Problem requirements: If a line in the data below contains the word "tools", copy it out.

Segment Open

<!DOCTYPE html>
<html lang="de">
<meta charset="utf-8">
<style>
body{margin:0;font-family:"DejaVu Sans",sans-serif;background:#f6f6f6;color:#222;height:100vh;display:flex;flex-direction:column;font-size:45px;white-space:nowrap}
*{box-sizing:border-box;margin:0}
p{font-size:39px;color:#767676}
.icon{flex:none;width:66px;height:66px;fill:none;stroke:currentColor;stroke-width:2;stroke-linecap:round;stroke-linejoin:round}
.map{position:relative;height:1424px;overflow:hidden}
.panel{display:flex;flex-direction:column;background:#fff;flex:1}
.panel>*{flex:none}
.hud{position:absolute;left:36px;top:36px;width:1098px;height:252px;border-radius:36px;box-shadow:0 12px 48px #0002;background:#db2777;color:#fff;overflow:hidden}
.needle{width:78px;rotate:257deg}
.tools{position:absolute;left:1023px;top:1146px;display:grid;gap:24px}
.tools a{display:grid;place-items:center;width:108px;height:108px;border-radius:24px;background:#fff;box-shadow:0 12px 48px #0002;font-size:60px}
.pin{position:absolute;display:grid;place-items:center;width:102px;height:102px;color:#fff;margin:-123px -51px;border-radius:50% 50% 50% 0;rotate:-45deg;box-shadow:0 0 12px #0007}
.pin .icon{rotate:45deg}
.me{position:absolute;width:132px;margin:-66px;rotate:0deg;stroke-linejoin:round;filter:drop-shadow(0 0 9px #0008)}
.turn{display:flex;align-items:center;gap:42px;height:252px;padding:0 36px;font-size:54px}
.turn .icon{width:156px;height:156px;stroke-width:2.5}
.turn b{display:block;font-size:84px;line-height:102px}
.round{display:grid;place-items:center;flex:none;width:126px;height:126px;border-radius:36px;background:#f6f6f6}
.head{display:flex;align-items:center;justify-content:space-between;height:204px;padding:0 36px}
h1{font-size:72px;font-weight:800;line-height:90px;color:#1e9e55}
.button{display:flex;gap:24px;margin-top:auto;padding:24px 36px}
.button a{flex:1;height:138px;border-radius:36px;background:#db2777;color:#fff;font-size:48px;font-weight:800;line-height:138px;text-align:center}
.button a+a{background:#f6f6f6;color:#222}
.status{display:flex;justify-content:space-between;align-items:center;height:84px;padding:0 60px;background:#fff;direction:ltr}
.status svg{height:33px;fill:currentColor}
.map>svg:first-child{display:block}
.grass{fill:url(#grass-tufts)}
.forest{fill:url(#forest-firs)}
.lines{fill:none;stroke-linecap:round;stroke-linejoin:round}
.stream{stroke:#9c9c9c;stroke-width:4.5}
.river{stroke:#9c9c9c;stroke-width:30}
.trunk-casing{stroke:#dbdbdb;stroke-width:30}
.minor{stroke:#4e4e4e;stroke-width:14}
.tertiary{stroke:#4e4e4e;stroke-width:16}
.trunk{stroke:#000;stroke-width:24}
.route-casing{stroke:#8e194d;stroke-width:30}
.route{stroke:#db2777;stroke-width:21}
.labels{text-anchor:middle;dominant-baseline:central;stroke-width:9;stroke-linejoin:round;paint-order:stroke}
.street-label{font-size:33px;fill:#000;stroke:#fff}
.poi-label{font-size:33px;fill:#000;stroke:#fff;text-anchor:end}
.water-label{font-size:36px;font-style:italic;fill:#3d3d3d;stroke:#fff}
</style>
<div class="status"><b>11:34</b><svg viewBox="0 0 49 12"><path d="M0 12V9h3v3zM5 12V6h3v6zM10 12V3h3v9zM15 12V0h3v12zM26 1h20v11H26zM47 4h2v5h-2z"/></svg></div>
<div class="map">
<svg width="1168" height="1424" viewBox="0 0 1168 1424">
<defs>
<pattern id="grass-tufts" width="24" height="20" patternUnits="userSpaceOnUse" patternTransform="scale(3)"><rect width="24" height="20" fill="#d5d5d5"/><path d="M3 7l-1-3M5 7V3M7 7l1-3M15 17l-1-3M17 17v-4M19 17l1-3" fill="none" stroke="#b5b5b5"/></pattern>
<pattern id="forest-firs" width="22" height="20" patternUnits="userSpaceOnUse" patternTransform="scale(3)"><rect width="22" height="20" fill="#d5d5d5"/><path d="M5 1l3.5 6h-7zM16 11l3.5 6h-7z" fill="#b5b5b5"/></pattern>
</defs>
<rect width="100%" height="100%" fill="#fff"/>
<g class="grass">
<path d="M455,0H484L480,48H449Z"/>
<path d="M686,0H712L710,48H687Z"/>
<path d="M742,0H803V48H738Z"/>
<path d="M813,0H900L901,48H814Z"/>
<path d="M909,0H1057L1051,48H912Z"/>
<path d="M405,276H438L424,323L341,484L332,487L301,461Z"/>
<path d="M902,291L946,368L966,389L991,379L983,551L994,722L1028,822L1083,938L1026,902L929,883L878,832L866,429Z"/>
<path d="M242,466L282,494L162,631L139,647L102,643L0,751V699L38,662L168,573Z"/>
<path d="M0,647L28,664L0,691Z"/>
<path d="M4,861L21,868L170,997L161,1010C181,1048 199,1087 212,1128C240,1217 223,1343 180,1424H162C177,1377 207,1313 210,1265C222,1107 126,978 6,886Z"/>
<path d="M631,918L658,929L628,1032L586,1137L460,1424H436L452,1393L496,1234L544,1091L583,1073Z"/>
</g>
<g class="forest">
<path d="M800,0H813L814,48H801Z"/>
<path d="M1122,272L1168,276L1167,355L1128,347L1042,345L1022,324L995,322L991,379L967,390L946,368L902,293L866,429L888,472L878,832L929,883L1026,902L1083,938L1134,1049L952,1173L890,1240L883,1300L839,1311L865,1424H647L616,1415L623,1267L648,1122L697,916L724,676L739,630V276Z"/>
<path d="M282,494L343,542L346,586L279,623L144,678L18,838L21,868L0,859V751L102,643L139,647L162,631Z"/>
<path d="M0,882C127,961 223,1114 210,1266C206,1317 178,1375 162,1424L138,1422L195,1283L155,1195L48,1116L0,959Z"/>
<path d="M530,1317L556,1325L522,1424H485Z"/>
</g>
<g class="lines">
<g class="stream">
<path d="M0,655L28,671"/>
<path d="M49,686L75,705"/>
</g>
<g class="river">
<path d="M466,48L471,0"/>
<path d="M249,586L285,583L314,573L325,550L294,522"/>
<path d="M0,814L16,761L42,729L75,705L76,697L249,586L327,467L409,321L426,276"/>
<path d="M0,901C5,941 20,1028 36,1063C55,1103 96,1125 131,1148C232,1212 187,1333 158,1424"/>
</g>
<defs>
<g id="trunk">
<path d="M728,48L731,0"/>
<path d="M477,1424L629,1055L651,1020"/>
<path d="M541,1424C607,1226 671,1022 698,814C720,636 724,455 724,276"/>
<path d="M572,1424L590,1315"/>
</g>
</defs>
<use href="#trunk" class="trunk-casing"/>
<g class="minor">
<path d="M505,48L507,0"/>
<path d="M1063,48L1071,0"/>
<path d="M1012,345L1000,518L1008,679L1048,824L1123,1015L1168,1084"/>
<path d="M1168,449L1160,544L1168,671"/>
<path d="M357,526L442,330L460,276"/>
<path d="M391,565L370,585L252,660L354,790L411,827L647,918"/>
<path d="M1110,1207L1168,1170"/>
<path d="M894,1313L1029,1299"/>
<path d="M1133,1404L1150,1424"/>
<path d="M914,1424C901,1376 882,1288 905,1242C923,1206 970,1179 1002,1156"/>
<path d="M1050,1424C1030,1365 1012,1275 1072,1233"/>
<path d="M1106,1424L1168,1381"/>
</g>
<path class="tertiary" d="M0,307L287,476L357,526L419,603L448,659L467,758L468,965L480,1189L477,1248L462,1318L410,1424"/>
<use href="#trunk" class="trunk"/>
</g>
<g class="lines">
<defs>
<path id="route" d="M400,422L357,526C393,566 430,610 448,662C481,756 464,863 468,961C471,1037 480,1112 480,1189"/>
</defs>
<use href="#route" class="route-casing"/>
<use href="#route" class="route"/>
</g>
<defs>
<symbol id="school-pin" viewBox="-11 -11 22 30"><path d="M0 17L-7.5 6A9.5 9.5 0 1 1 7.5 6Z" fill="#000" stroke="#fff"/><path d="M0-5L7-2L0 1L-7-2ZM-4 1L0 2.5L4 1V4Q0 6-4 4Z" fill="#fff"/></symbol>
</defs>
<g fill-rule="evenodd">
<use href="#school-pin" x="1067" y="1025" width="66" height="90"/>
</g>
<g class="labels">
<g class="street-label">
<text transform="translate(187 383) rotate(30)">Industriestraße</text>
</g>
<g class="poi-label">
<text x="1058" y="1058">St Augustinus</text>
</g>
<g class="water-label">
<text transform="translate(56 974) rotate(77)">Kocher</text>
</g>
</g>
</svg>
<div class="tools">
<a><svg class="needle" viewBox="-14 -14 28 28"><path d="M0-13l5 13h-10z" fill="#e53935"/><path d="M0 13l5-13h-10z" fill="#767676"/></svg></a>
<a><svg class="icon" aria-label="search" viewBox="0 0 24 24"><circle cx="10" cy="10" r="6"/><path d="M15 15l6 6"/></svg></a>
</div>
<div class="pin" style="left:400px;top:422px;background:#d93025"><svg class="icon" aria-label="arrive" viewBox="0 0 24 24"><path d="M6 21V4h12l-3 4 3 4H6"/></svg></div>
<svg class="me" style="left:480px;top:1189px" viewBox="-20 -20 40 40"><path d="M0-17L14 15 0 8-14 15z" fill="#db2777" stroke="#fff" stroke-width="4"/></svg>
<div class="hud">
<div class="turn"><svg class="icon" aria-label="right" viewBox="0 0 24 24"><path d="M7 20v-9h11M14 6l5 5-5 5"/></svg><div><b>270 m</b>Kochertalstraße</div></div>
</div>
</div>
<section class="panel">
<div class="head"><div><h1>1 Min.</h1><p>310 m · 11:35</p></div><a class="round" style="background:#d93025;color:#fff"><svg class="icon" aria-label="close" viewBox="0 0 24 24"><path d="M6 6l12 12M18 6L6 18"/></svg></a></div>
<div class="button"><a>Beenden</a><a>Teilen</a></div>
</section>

Segment Closed

Written response:
.tools{position:absolute;left:1023px;top:1146px;display:grid;gap:24px}
.tools a{display:grid;place-items:center;width:108px;height:108px;border-radius:24px;background:#fff;box-shadow:0 12px 48px #0002;font-size:60px}
<div class="tools">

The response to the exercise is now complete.